• Dataset entries:
******
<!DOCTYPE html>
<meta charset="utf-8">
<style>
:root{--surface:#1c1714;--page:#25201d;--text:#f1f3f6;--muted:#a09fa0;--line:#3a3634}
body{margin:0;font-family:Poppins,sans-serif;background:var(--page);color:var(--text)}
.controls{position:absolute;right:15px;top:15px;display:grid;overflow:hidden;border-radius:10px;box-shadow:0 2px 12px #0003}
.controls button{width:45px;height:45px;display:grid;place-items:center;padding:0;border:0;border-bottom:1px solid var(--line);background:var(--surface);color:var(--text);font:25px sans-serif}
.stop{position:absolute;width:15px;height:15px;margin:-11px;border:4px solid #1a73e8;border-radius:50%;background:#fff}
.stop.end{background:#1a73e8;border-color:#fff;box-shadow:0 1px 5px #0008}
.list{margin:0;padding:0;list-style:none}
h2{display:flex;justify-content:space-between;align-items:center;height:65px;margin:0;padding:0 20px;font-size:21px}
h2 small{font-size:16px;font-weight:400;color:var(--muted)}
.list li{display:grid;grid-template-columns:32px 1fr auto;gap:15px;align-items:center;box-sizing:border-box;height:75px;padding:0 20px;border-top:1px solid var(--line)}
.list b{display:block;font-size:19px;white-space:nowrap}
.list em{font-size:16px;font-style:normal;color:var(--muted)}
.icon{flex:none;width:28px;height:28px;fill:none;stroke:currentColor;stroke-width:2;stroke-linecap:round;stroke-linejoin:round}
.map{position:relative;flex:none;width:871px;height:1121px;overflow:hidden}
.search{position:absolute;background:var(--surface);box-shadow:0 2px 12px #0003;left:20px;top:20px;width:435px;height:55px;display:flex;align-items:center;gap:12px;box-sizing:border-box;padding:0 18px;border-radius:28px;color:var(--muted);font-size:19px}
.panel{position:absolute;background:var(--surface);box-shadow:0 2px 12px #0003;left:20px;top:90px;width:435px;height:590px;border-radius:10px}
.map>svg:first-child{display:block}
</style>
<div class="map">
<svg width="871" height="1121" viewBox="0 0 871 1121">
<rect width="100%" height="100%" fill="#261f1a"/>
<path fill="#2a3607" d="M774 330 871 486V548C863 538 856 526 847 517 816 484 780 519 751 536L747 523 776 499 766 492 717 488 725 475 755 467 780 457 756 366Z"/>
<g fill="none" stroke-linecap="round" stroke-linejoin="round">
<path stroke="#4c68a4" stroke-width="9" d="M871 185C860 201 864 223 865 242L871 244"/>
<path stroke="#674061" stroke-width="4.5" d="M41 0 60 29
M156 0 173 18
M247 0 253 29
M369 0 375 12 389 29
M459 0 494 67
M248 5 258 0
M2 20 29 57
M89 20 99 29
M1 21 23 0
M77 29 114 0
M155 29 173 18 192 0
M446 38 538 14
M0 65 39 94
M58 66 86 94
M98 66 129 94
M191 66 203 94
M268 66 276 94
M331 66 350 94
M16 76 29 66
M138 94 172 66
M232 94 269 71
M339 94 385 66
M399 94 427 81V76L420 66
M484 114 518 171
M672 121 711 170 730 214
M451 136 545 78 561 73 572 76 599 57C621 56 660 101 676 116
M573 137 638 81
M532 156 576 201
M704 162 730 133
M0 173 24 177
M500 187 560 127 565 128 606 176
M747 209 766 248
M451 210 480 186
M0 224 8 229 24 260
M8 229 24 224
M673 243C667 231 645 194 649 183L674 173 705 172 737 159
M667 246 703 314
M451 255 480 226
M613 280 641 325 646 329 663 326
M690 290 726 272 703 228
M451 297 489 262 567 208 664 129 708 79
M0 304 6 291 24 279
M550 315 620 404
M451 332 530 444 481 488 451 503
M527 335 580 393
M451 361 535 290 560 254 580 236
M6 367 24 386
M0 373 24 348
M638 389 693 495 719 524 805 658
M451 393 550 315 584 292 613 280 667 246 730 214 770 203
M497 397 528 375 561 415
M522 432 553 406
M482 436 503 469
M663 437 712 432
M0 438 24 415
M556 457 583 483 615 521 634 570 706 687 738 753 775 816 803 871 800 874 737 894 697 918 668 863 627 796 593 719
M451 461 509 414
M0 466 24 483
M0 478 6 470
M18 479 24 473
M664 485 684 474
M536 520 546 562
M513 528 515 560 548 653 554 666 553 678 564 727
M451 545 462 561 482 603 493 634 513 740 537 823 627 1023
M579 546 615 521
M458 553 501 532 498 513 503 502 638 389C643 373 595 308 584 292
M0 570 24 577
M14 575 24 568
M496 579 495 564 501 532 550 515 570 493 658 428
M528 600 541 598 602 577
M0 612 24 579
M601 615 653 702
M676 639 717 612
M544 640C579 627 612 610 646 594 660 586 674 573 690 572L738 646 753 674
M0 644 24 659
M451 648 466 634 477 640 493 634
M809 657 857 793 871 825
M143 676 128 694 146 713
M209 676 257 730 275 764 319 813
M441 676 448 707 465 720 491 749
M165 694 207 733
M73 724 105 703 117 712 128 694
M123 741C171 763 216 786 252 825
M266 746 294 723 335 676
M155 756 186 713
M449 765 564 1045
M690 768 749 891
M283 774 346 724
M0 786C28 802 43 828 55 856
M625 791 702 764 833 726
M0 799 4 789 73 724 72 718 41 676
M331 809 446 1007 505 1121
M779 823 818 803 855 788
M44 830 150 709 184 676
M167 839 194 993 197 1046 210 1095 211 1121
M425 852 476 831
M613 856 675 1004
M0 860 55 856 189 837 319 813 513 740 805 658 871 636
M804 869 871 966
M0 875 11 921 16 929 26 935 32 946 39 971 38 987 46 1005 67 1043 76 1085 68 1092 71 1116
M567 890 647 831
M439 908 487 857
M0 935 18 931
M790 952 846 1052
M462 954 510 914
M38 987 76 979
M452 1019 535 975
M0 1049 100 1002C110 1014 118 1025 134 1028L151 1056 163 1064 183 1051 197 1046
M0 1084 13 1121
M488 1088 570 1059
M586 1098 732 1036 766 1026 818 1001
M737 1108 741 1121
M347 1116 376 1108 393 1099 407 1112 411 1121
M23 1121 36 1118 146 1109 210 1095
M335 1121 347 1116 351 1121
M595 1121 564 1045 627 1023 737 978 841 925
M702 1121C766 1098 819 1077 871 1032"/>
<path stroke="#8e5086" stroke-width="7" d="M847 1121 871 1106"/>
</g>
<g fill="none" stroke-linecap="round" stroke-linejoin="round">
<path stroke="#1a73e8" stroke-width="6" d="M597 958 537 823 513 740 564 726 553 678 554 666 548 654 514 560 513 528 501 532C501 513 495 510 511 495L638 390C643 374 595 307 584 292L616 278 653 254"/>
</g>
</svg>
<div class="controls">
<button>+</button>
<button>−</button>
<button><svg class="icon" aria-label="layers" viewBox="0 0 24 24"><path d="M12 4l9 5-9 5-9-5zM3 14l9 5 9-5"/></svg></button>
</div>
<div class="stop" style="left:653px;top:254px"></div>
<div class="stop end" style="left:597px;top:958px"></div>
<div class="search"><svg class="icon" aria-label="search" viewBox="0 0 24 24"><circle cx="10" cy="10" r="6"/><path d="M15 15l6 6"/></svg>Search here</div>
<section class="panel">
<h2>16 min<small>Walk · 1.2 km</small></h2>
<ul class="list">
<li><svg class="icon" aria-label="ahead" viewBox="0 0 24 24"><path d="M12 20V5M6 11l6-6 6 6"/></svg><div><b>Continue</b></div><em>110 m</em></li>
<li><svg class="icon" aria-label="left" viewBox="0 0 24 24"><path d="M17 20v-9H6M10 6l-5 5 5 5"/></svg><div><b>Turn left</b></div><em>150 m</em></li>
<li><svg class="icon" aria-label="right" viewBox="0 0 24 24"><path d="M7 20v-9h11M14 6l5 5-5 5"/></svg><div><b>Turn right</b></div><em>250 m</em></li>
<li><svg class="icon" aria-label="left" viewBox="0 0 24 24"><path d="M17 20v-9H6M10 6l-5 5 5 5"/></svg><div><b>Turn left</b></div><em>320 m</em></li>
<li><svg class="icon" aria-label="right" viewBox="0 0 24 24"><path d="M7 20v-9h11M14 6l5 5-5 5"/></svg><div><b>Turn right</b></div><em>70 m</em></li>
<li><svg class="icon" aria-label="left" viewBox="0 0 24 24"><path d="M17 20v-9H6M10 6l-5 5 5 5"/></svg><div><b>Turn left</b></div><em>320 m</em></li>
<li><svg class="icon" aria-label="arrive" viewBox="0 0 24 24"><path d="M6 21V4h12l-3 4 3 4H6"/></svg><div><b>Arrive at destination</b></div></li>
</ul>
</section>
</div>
******
• Your goal:
Look above for every line with the word "serif" and copy it.

• Output for this task:
body{margin:0;font-family:Poppins,sans-serif;background:var(--page);color:var(--text)}
.controls button{width:45px;height:45px;display:grid;place-items:center;padding:0;border:0;border-bottom:1px solid var(--line);background:var(--surface);color:var(--text);font:25px sans-serif}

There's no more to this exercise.